The biggest problem i found with Stanley box is the cheap saw so the saw is a major requirement.

I am looking for hand saw, not power saw.

Thanks ahead.


----------



## TimPa (Jan 27, 2010)

craftsman made (don't know if they still do) a pretty decent miter saw. it had two vertical posts, and a nice guide system. i used it for years, until i went electric. main prblem with hand type is you can't shave off a 1/64" with it.


----------



## BigJim (Sep 2, 2008)

pcm81 said:


> I have the Stanley 20-800and it gets the job done, but I'd like something better. I don't mind spending money on a good product (up to $200), but I don't want another unit which I'd have to replace later.
> 
> My requirements are:
> 1. Good Saw, with multiple blades available. Think few tpi to many tpi for finishing cuts. Think cross cut blades, along grain blades etc... Exta blades are not part of $200 mark.
> ...


Do a search for a miller falls miter saw on ebay, those were some of the best saws and accurate.


----------



## Ozrob (Apr 21, 2008)

You could try the Nobex. Here it is at Rockler. About US$180.00
Regards,

Rob


----------



## jharris (Jan 8, 2011)

There's an article on "Next Generation Miter Boxes" on page 10 of the latest Shop Notes issue (vol. 21, issue 122).

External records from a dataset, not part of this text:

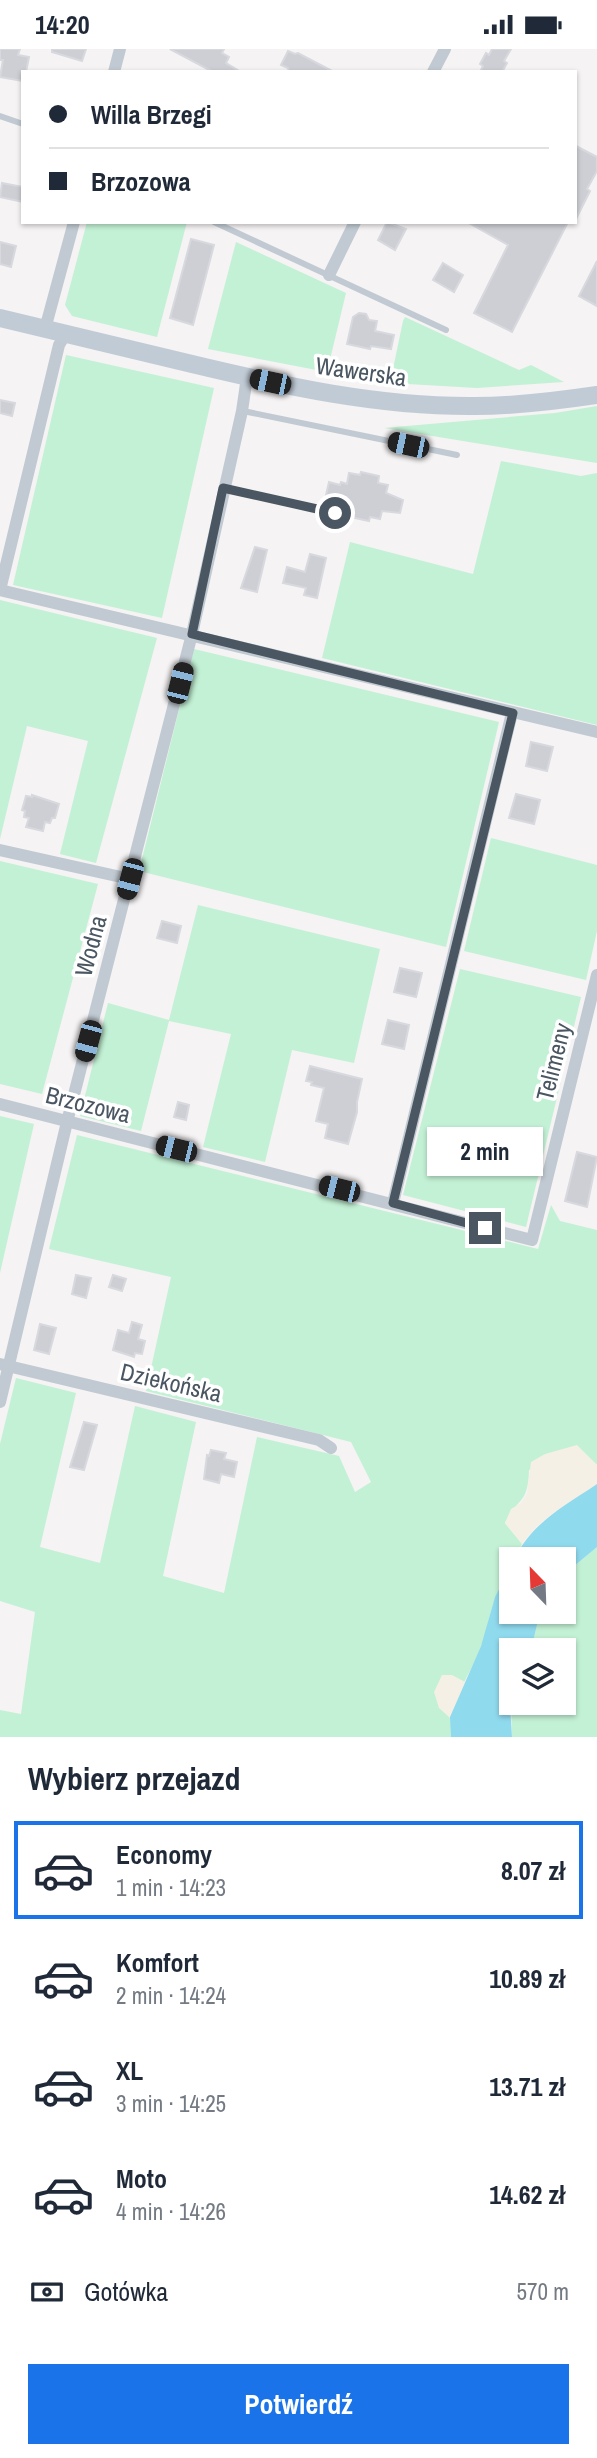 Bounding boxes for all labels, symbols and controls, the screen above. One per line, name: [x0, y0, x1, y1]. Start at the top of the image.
text: 14:20: [35, 7, 90, 42]
text: Willa Brzegi: [91, 97, 212, 132]
text: Brzozowa: [91, 164, 191, 199]
street label: Wawerska: [314, 349, 409, 393]
car: [248, 367, 293, 397]
car: [386, 430, 431, 460]
route start: [319, 497, 351, 529]
car: [165, 660, 196, 706]
car: [115, 856, 146, 902]
street label: Wodna: [67, 912, 114, 980]
car: [73, 1018, 104, 1064]
street label: Telimeny: [528, 1020, 578, 1104]
street label: Brzozowa: [42, 1078, 134, 1130]
callout: 2 min: [427, 1127, 543, 1175]
car: [154, 1134, 199, 1164]
text: 2 min: [460, 1136, 510, 1167]
car: [317, 1174, 362, 1204]
route end: [469, 1212, 501, 1244]
street label: Dziekońska: [118, 1355, 225, 1409]
north arrow: [499, 1547, 576, 1624]
map controls: [499, 1547, 576, 1715]
button: layers: [499, 1638, 576, 1715]
text: Wybierz przejazd: [28, 1757, 240, 1800]
text: Economy: [116, 1837, 212, 1872]
icon: car: [32, 1839, 95, 1902]
text: 8.07 zł: [501, 1853, 565, 1888]
text: 1 min · 14:23: [116, 1872, 226, 1903]
text: Komfort: [116, 1945, 199, 1980]
icon: car: [32, 1947, 95, 2010]
text: 10.89 zł: [489, 1961, 565, 1996]
text: 2 min · 14:24: [116, 1980, 226, 2011]
text: XL: [116, 2053, 143, 2088]
icon: car: [32, 2055, 95, 2118]
text: 13.71 zł: [489, 2069, 565, 2104]
text: 3 min · 14:25: [116, 2088, 226, 2119]
text: Moto: [116, 2161, 167, 2196]
icon: car: [32, 2163, 95, 2226]
text: 14.62 zł: [489, 2177, 565, 2212]
text: 4 min · 14:26: [116, 2196, 226, 2227]
icon: cash: [28, 2273, 66, 2311]
text: Gotówka: [84, 2274, 168, 2309]
text: 570 m: [517, 2276, 569, 2307]
button: Potwierdź: [28, 2364, 569, 2444]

The featured saws are the Stanley Pro Clamping Miter Box, and the Nobex 180 and 110.

I haven't read the article yet but you might want to check these out.

I hope this helps. Keep us posted woodya?


----------



## jharris (Jan 8, 2011)

I know this isn't going to help you but I thought you might find it interesting.

I got this for $4.00 at a garage sale. I'm going to rebuild it with new hardwood components, buy a decent saw and use it to safely cut small pieces.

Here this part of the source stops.